コラム
» 2010年02月15日 07時47分 UPDATE

藤田正美の時事日想:民主党よ……労働組合の“顔色をうかがう”ことを止めよ (1/2)

「民主党に日本の閉塞状況を打破してほしい」――昨年8月末の衆院選、こう願って1票を投じた人も多いはず。しかし半年が経ち、鳩山内閣の支持率はジリジリと下がってきているが、その要因のひとつに労働組合の存在があるのではないだろうか。

[藤田正美,Business Media 誠]

著者プロフィール:藤田正美

「ニューズウィーク日本版」元編集長。東京大学経済学部卒業後、「週刊東洋経済」の記者・編集者として14年間の経験を積む。1985年に「よりグローバルな視点」を求めて「ニューズウィーク日本版」創刊プロジェクトに参加。1994年〜2000年に同誌編集長、2001年〜2004年3月に同誌編集主幹を勤める。2004年4月からはフリーランスとして、インターネットを中心にコラムを執筆するほか、テレビにコメンテーターとして出演。ブログ「藤田正美の世の中まるごと“Observer”


 鳩山内閣に日本の閉塞状況を打破してほしい――。2009年8月末、多くの国民がそう願って投票したはずだった。日本の閉塞状況とは、ひとつは景気であり、そして将来への不安である。そして何の解決のビジョンも提供できない政治の貧困であったはずだ。

 そして国民の期待を担って鳩山政権は出発した。小泉元首相が2001年に自民党をぶっ壊すと叫んで登場したときほど高い支持率ではないが、実際のところ鳩山首相への期待は支持率以上に大きかったのだと思う(つまり「お手並み拝見」も含めてということである)。

 そして半年、鳩山内閣の支持率はじりじりと下がっている。民主党の小沢一郎幹事長の裏献金疑惑、鳩山首相の「脱税」疑惑などは、クリーンな政治を標ぼうしてきた民主党にしては、その処理の仕方といい、途中の説明といい、自民党時代とどこが違うのかと思った有権者は少なくあるまい。

労働組合は基本的に「保守的」

 先日、テレビのニュースを見ていたら、公務員制度改革関連法案の閣議決定が流れたというニュースをやっていた。その中で、連合の古賀伸明会長に記者がこう質問した。「(法案の内容について)松井官房副長官や仙石大臣と会われたのですか」

 これに対し、古賀会長はこう答えた(私が仰天した部分である)。

 「松井とも、仙石とも……松井さんや仙石大臣とも会ったよ」

 これが日本労働組合総連合会という労組のナショナルセンター(加盟組合員約680万人)のトップの発言である。まるで政府を裏で操っているのは自分だと言わんばかりの態度ではないか。
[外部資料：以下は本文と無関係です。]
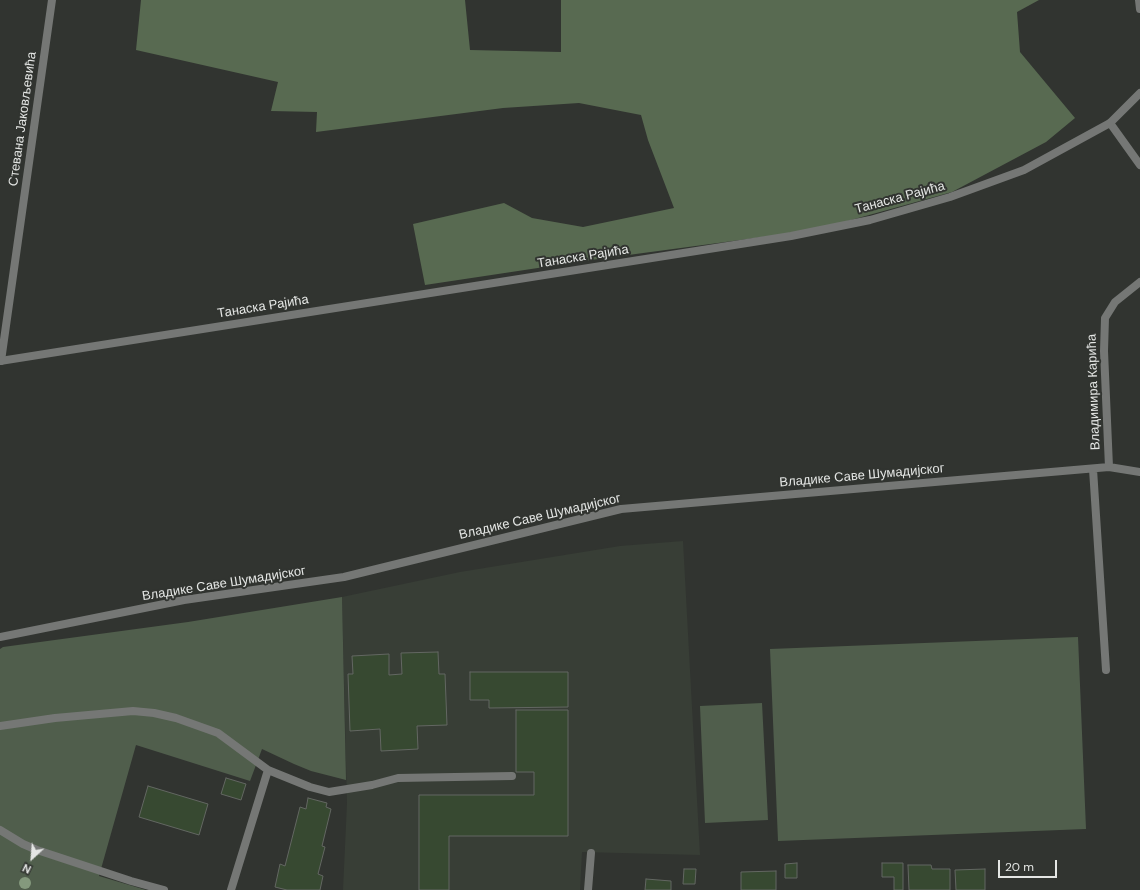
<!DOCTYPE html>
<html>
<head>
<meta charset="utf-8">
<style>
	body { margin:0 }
	#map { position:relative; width:1140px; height:890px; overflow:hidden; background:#313430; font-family:"DM Sans",sans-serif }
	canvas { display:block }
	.north { position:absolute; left:12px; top:838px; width:40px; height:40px; -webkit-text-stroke:3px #313430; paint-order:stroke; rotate:206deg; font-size:11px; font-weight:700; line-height:16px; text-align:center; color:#e4e6e4 }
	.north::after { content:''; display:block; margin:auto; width:14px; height:18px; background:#e4e6e4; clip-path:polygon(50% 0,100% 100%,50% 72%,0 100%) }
	.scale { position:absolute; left:998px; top:860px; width:59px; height:18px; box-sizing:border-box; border:2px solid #e4e6e4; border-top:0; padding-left:5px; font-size:12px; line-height:14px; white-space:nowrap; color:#e4e6e4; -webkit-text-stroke:3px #313430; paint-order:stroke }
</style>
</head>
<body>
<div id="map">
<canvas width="1140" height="890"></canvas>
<div class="north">N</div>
<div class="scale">20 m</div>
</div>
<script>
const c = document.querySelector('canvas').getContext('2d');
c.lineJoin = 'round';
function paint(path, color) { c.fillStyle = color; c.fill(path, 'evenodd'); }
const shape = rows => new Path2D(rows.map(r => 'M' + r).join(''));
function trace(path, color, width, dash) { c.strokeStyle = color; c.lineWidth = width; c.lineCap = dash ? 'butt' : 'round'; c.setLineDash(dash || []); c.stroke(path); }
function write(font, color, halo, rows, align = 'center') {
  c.font = font + ' "DM Sans",sans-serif'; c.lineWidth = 4; c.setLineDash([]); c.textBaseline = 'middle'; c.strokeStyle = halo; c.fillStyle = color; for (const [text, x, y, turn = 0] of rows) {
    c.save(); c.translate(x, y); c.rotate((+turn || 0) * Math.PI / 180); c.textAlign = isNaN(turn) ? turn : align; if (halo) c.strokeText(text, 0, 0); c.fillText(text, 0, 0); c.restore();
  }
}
paint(shape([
	[683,541,700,855,582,852,580,890,343,890,347,803,342,597,460,572,620,546]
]), '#383e36');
paint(shape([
	[342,597,346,780,311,771,294,764,262,749,250,781,136,745,99,876,146,890,0,890,0,649,3,647,188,622],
	[1078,637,1086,829,778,841,770,649],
	[762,703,768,820,705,823,700,706]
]), '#505e4c');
paint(shape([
	[141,0,465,0,470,50,561,52,561,0,1039,0,1017,12,1020,52,1075,118,1046,142,952,192,815,230,591,260,425,285,413,224,504,203,532,218,583,227,674,208,648,140,641,115,579,103,503,108,316,132,317,112,271,111,278,82,136,50]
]), '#586a51');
const building = shape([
	[438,652,439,674,445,674,447,725,417,726,418,749,381,751,380,729,350,731,348,674,353,674,352,656,389,654,389,675,402,674,401,653,438,652],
	[470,672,568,672,568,707,489,708,489,700,470,700,470,672],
	[516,710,568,710,568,836,449,836,449,890,419,890,419,795,534,795,534,772,516,772,516,710],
	[226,778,246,784,241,800,221,794,226,778],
	[148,786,208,804,199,835,139,817,148,786],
	[308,798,327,803,326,807,331,809,322,846,325,847,318,874,323,876,320,890,287,890,275,887,280,864,285,866,300,807,306,809,308,798],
	[797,863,797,878,785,878,785,864,797,863],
	[882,863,903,863,903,890,894,890,894,877,882,877,882,863],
	[908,865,931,865,932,869,950,869,950,890,909,890,908,865],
	[684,869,696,869,695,884,683,884,684,869],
	[985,869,985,890,956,890,955,870,985,869],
	[776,871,776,890,741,890,741,872,776,871],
	[646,879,671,881,671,890,645,890,646,879]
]);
paint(building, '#374931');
trace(building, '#636762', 1);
trace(shape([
	[0,726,55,718,133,711,154,713,176,718,218,733,268,770,310,787,329,792,372,785,398,778,512,776],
	[0,830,23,844,37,850,131,881,164,890],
	[231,890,268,770]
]), '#757775', 8);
trace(shape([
	[1139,0,1140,9],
	[1110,123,1140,165],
	[1,361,52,0],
	[1109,467,1104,351,1105,318,1115,302,1140,282],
	[1093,469,1106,670],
	[0,637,184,600,344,577,621,509,1109,467,1140,472],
	[588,890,591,853]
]), '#757775', 8);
trace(shape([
	[0,361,791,236,870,220,950,197,1024,170,1110,123,1140,93]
]), '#757775', 8);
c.fillStyle = '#84997d';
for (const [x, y] of [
	[25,883]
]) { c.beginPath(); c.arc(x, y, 6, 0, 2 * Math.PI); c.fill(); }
write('13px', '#e4e6e4', '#313430', [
	["Стевана Јаковљевића",23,119,-82],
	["Танаска Рајића",900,198,-15],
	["Танаска Рајића",583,257,-9],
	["Танаска Рајића",263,307,-9],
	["Владимира Карића",1094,392,-92],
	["Владике Саве Шумадијског",862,476,-5],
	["Владике Саве Шумадијског",540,517,-13],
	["Владике Саве Шумадијског",224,584,-9]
]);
</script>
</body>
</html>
 680万といえば票田として大きいだろうが、公明党の支持母体である創価学会は700万票ほど。その意味では、それほど大したものでもあるまい。みんなの党の渡辺喜美代表はこの連合の姿勢を「天下を取ったつもりになっている」と評した。その通り、おかしな話なのである。

 日本は、かつてのような「総労働」という階級対立の時代にあるわけではない。自民党VS. 社会党という55年体制の背後にあったイデオロギー対立は旧ソ連やベルリンの壁が崩壊して、基本的には雲散霧消してしまった。社会主義や共産主義というイデオロギーが実際にはうまく行かないことを歴史的に証明してしまったからだ。

 そして労働運動もかつてほどの勢いはどこにもない。労働者の生活を守るという意味では、もちろん一定の役割を担っているのだが、経済が右肩上がりでなくなった今、労働組合は基本的に雇用側と一心同体で雇用を守ることが第一義になっている。そうなればなるほど、労働組合は基本的に「保守的」になるのは避けられない。現状を変えるということは、労働者にもしわ寄せが来ることは避けられない。効率化などということになれば「労働強化」以外のなにものでもない。